Cara pandang MA berubah 

Peneliti Pusat Kajian Antikorupsi UGM Yogyakarta Zaenur Rohman berpendapat, ada perubahan cara pandang MA terhadap kasus korupsi yang menyebabkan maraknya diskon hukuman koruptor.

Zaenur menilai, hal itu tak lepas dari pensiunnya hakim agung Artidjo Alkostar yang menurut dia telah memasang standar sangat tinggi dalam menjatuhkan hukuman kepada para koruptor.

"Para hakim agung yang ada sekarang memiliki sikap dan pandangan yang berbeda terhadap kasus korupsi, berbeda dengan dahulu ketika Artidjo Alkostar," kata Zaenur.

Pakar hukum pidana pada Universitas Trisakti Abdul Fickar Hadjar mengatakan, perubahan cara pandang itu dipengaruhi juga oleh revisi UU KPK.
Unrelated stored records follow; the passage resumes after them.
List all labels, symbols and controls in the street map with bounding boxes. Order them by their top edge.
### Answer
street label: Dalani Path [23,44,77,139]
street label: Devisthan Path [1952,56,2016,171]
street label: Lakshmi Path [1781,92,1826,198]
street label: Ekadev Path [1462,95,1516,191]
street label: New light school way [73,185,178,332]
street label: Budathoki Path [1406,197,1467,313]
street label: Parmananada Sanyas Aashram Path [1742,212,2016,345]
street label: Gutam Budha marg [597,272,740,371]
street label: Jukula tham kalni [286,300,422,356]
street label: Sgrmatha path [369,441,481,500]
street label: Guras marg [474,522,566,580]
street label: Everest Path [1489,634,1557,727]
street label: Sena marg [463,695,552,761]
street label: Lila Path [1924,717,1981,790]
Sebab, menurut Fickar, revisi UU KPK telah membuat tindak pidana korupsi tidak lagi dianggap sebagai kejahatan luar biasa.

"Situasi ini juga berpengaruh pada hakim-hakim agung dalam memandang tindak pidana korupsi, sehingga komitmennya pada pemberantasan korupsi terdegradasi dan dengan mudah menurunkan hukumannya," kata Fickar.
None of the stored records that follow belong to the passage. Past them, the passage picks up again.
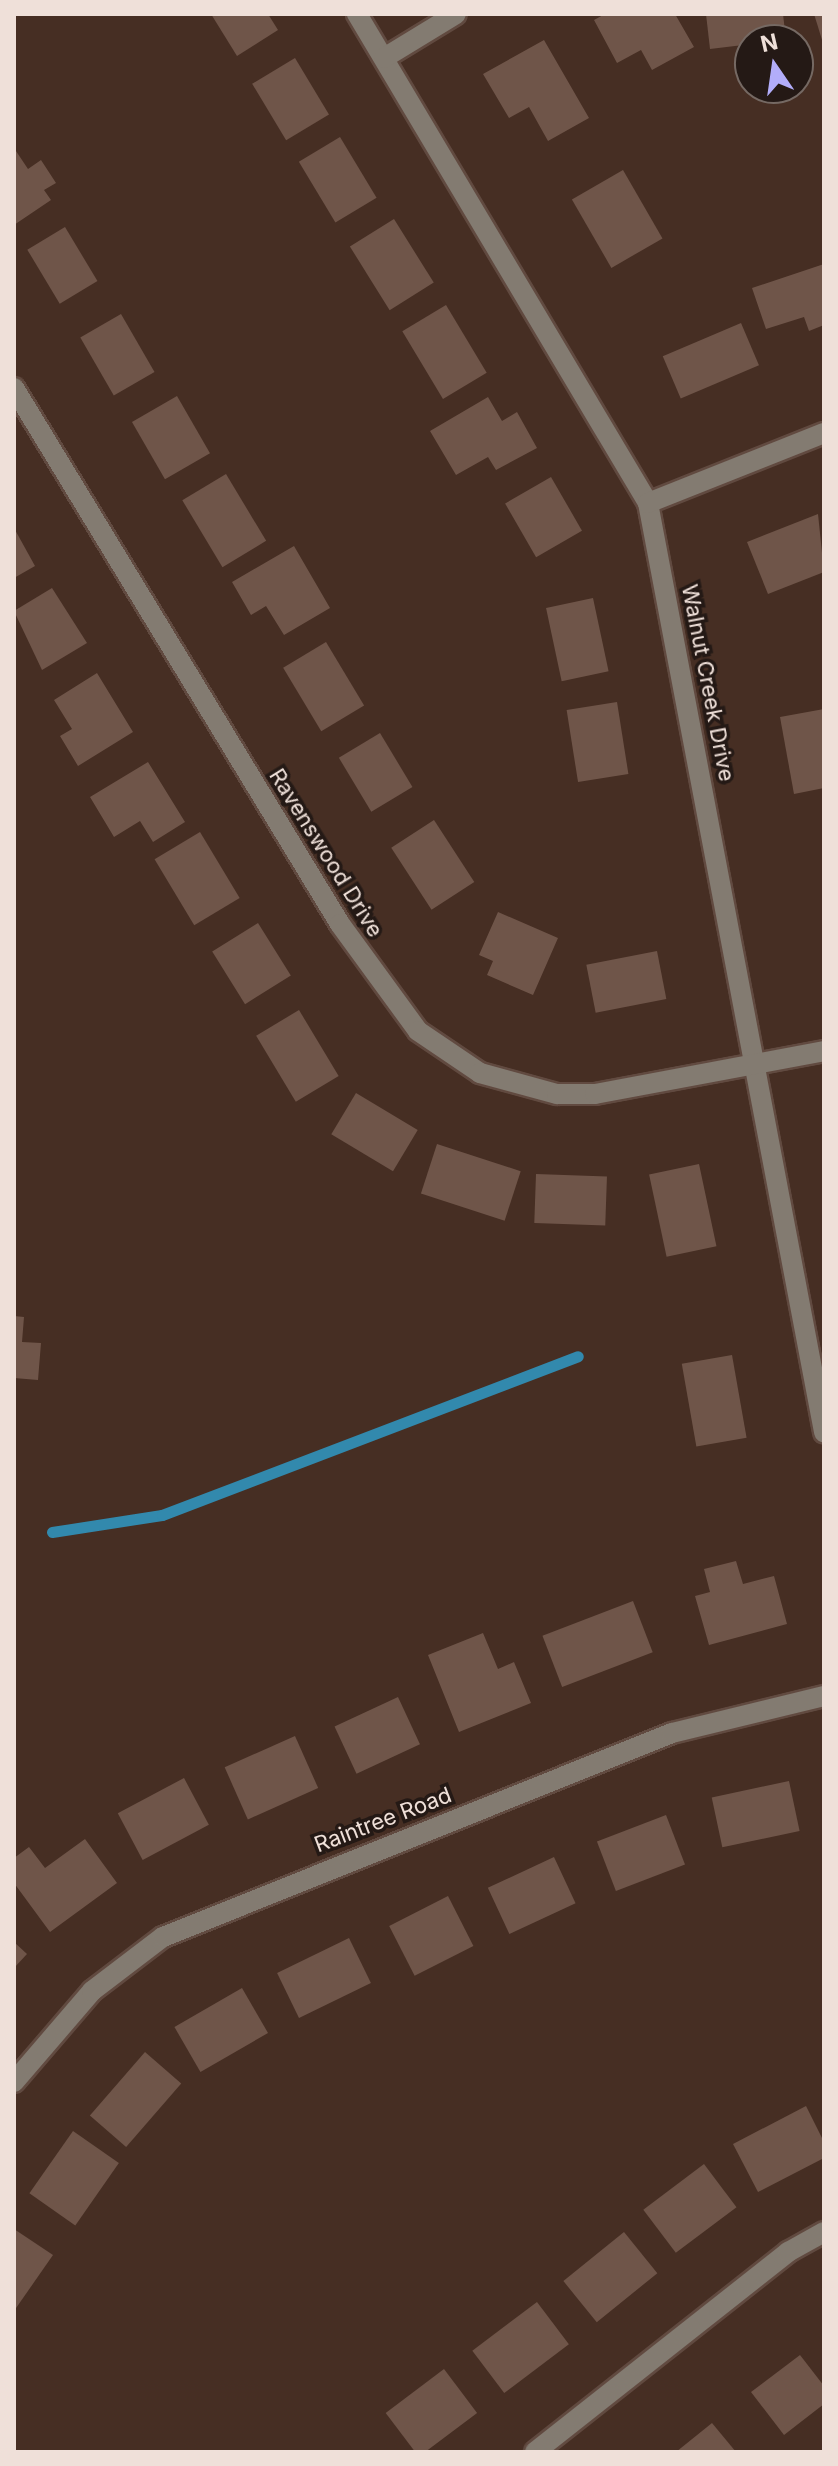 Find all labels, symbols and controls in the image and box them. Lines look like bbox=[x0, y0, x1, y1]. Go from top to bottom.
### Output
north arrow bbox=[734, 24, 814, 104]
text: N bbox=[758, 28, 780, 57]
street label: Walnut Creek Drive bbox=[676, 582, 740, 784]
street label: Ravenswood Drive bbox=[263, 764, 389, 942]
street label: Raintree Road bbox=[311, 1782, 455, 1858]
Fickar dan Zaenur sama-sama mendorong Komisi Yudisial untuk turun tangan mengawasi proses pengambilan putusan yang memberikan keringanan kepada para koruptor.

Sebab, ada potensi koruptor menggunakan segala cara untuk mengurangi hukumannya, termasuk dengan cara menyuap para hakim agung.

"Jika perlu bisa bekerja sama dengan KPK untuk menyadap para hakim agung, terutama yang menangani korupsi karena sangat mungkin pengurangan itu terjadi karena adanya suap, KY sendiri punya kewenangan menyadap," kata Fickar.

Tanggapan MA

Menjawab kritik tersebut, Juru Bicara MA Andi Samsan Nganro menegaskan, permohonan PK yang dikabulkan MA merupakan koreksi atas kekeliruan putusan pengadilan yang telah berkekuatan hukum tetap.

"Bukan tidak mungkin dalam putusan tersebut terdapat kesalahan atau kekeliruan yang merupakan kodrat manusia, termasuk hakim yang memeriksa dan memutus perkara," kata Andi.

Berdasarkan pengamatan MA, menurut Andi, salah satu alasan pengurangan hukuman adalah ketidakserasian vonis antara satu terpidana dan yang lain.


Ia mencontohkan, seorang terpidana dihukum tujuh tahun penjara, sedangkan terpidana lain dihukum tiga tahun penjara.

Padahal, kedua terpidana itu melakukan perbuatan dengan kualitas perbuatan yang sama.

"Si A dijatuhi hukuman tujuh tahun, sedangkan si B dipidana tiga tahun. Apakah MA salah kalau hukuman si A diserasikan atau diperbaiki/dikurangi menjadi lima tahun," kata Andi.

Contoh lainnya, lanjut Andi, seorang terpidana hukumannya dikurangi karena terpidana sudah mengembalikan kerugian keuangan negara.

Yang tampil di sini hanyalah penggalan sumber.